### TASK PROMPT:
Below are some entries. Repeat exactly the lines from the one with "height:10px; margin:-5px; padding:0" through the one with "filter:drop-shadow(0 0 2px", and only those.

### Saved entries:
+-------+
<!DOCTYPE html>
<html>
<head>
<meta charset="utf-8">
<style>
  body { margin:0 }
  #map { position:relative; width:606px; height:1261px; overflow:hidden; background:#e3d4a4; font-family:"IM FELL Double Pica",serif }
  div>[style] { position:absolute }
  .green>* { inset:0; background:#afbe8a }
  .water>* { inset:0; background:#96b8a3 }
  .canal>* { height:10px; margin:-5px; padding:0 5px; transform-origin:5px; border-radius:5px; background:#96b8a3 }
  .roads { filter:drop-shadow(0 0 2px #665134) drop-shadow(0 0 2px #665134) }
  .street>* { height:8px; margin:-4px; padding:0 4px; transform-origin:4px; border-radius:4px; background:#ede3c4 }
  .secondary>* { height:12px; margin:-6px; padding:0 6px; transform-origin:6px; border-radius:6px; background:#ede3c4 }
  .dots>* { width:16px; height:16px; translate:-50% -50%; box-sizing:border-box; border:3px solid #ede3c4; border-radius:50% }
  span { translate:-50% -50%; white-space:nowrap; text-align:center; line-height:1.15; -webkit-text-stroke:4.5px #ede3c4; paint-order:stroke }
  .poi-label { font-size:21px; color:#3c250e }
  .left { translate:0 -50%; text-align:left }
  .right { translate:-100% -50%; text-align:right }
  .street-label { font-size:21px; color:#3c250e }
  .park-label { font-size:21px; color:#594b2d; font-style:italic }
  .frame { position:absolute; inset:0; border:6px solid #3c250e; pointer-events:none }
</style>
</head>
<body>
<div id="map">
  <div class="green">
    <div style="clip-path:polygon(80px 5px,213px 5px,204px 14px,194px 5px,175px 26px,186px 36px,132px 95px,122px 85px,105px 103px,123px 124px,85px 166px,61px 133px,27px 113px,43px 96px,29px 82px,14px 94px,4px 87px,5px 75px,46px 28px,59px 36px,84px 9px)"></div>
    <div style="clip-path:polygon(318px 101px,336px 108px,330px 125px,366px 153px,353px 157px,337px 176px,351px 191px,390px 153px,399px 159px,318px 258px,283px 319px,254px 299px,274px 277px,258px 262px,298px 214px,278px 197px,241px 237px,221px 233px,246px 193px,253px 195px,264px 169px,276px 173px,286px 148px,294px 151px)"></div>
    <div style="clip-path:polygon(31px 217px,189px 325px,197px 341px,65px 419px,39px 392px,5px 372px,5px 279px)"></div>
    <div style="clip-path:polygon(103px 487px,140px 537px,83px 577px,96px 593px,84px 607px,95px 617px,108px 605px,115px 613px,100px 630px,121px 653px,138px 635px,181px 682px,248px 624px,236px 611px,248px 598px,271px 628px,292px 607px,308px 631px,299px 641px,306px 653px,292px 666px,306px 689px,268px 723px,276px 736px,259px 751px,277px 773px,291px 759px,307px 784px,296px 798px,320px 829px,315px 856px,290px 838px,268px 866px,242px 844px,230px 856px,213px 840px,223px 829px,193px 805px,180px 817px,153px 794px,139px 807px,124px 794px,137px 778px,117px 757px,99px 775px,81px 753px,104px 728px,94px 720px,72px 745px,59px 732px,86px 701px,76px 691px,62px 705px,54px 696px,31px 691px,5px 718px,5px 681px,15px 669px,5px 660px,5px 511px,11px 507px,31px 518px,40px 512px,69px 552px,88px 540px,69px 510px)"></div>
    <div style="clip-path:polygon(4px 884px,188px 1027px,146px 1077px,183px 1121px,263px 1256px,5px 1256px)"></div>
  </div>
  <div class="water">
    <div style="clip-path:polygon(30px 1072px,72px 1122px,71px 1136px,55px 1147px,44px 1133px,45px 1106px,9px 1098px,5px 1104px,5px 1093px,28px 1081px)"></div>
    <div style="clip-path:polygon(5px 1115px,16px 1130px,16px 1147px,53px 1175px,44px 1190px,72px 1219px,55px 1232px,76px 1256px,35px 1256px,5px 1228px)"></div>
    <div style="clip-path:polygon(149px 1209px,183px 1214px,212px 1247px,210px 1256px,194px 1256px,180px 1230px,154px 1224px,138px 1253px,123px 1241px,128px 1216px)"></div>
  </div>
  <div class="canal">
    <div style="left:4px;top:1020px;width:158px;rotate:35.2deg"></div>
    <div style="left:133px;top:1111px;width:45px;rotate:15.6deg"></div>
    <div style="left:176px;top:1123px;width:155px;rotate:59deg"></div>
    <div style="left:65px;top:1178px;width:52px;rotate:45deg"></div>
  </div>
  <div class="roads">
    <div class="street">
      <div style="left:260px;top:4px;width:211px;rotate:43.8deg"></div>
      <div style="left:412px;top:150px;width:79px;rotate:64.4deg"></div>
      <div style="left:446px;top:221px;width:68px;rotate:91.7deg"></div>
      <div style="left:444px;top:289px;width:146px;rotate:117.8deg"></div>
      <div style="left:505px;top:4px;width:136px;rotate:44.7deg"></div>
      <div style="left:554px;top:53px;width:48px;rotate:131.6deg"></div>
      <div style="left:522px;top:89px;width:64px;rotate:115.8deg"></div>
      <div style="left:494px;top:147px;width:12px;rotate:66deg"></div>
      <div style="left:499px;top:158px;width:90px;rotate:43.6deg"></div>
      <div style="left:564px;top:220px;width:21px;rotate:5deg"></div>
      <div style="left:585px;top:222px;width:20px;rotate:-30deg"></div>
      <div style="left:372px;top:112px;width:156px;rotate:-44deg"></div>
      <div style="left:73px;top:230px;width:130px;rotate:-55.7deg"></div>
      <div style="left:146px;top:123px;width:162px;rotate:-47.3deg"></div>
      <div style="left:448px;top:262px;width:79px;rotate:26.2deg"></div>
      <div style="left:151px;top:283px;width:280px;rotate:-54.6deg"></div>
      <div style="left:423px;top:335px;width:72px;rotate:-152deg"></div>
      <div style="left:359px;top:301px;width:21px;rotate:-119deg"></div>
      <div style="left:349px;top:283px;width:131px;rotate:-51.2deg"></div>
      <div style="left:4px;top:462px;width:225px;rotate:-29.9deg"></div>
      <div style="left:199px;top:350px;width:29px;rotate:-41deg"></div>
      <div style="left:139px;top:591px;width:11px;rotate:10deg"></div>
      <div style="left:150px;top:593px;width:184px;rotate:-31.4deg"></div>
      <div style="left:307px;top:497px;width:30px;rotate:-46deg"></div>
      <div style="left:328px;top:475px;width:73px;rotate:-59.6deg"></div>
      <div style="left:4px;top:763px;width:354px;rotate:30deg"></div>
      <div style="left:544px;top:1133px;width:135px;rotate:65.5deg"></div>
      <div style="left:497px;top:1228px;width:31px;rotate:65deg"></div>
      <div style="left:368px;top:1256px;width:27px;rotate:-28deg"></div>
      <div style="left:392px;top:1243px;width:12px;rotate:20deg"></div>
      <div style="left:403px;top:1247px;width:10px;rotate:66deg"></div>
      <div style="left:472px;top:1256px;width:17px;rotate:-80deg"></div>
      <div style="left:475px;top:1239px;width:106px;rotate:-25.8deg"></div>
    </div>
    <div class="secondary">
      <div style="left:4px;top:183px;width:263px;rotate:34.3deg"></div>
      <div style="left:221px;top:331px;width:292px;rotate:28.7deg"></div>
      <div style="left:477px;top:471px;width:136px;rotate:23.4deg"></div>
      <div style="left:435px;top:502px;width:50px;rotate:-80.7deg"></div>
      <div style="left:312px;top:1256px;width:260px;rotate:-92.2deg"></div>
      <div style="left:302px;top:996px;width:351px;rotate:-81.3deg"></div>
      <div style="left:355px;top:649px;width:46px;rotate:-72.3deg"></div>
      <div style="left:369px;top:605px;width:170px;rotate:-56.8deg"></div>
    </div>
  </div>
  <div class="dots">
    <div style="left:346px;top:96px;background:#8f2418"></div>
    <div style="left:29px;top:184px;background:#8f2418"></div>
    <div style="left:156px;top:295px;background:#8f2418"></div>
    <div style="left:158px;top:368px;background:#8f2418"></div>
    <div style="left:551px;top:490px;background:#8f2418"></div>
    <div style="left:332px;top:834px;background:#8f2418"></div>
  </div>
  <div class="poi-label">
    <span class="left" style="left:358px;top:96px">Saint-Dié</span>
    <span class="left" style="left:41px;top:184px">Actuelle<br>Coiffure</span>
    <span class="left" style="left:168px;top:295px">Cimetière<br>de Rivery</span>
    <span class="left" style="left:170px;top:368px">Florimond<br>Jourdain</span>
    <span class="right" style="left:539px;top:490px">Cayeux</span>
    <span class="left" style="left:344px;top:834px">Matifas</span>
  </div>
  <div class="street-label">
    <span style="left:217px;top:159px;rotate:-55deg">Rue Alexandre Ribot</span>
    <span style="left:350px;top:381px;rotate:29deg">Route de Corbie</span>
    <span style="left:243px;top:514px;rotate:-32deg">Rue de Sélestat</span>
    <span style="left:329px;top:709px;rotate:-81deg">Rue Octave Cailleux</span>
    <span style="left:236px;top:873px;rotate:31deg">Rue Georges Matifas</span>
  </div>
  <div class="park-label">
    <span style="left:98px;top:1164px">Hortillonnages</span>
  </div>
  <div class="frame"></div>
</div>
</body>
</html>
+-------+
### REPLY TO THE EXERCISE:
  .canal>* { height:10px; margin:-5px; padding:0 5px; transform-origin:5px; border-radius:5px; background:#96b8a3 }
  .roads { filter:drop-shadow(0 0 2px #665134) drop-shadow(0 0 2px #665134) }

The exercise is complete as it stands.